Swantje ist Landesmeisterin

Sonntag, 13. September 2020

Von Marco Schwinning

Völlig überraschend konnte Swantje Minneken bei der NRW-Meisterschaft in der Altersklasse U18w den Titel erringen. Damit ist sie neben Ela Pröttel (U12w) als zweite Spielerin von Sterkrade-Nord für die diesjährige Deutsche Meisterschaft in Willingen qualifiziert.

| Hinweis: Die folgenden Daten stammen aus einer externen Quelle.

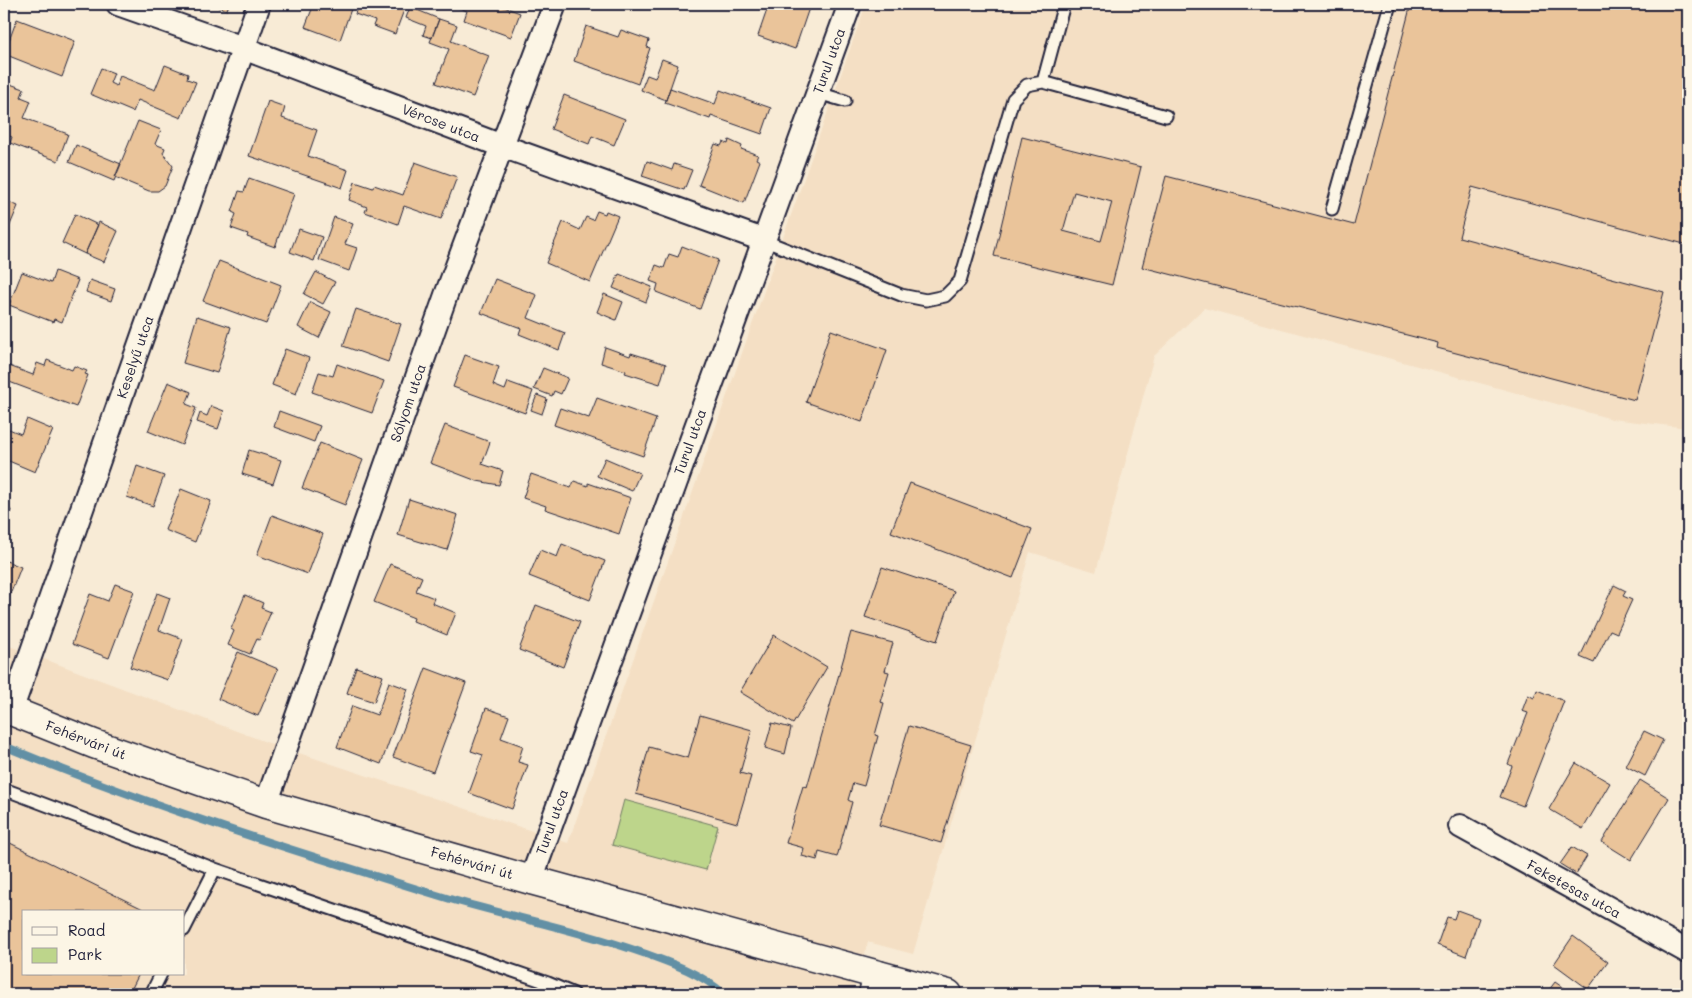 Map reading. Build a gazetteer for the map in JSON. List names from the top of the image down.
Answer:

Der Weg zum Titel war allerdings eher kurios. Auf die Teilnahme an der Verbandsmeisterschaft musste Swantje aus Termingründen verzichten. Dafür flatterte vor zwei Tagen eine Anfrage ins Haus, ob Swantje bei der Landesmeisterschaft U16w oder U18w spielen wolle. Hier kam aus Termingründen für die Vierzehnjährige nur das Turnier der U18w am heutigen Sonntag in Frage. Vor Ort stellte sich dann heraus, dass das Feld durch einige Absagen auf acht Teilnehmerinnen geschrumpft war. Angesetzt waren sieben Runden Schnellschach.

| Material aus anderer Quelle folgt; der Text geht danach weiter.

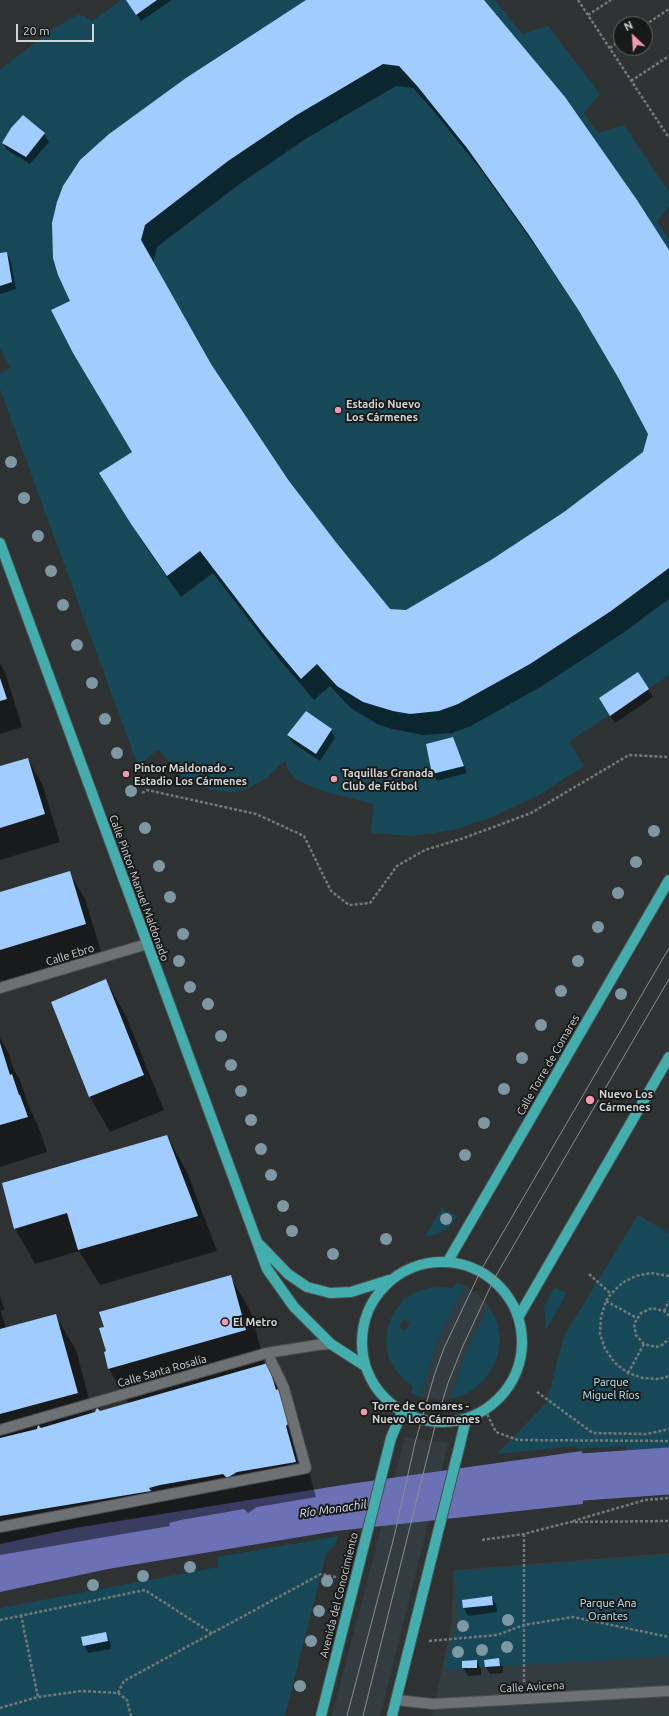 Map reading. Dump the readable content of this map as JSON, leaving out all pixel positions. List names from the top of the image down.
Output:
{
  "streets": {
    "main road": ["Calle Pintor Manuel Maldonado", "Calle Torre de Comares", "Avenida del Conocimiento"],
    "street": ["Calle Ebro", "Calle Santa Rosalía", "Calle Avicena"]
  },
  "crossings": [
    ["Calle Pintor Manuel Maldonado", "Calle Ebro"],
    ["Calle Pintor Manuel Maldonado", "Calle Santa Rosalía"]
  ],
  "water": ["Río Monachil"],
  "parks": ["Parque Miguel Ríos", "Parque Ana Orantes"],
  "places": [
    "Estadio Nuevo Los Cármenes",
    "Pintor Maldonado - Estadio Los Cármenes",
    "Taquillas Granada Club de Fútbol",
    "Nuevo Los Cármenes",
    "El Metro",
    "Torre de Comares - Nuevo Los Cármenes"
  ],
  "scale_bar": "20 m",
  "north": "top left"
}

Swantje in BrackelSwantje, an Nr. 4 gesetzt, startete gleich mit einem Sieg über die um 300 DWZ-Punkte besser bewertete Nr. 2 Valerija Naumenko vom SV Hemer. Nach zwei sicheren Siegen gegen etwas schwächere Teilnehmerinnen traf Swantje dann auf die Nr. 1 der Setzliste, Nicole Garbuz von den Schachfreunden Brackel – auch hier konnte die als krasse Außenseiterin gehandelte Nordlerin ohne Mühe den vollen Punkt einsammeln. Es lief mit vier Punkten aus den ersten vier Spielen fast schon zu gut.

Nach einer kurzen Pause und ersten Gedanken an eine mögliche Qualifikation für die DEM kam dann beinahe mit Ansage der herbe Rückschlag. Nach nur fünf Minuten Spielzeit setzte Swantje ihre Partie gegen eine rund 500 DWZ-Punkte schwächer gehandelte Gegnerin komplett in den Sand, gab die Tabellenführung ab und sah ihre Felle bereits wieder davonschwimmen.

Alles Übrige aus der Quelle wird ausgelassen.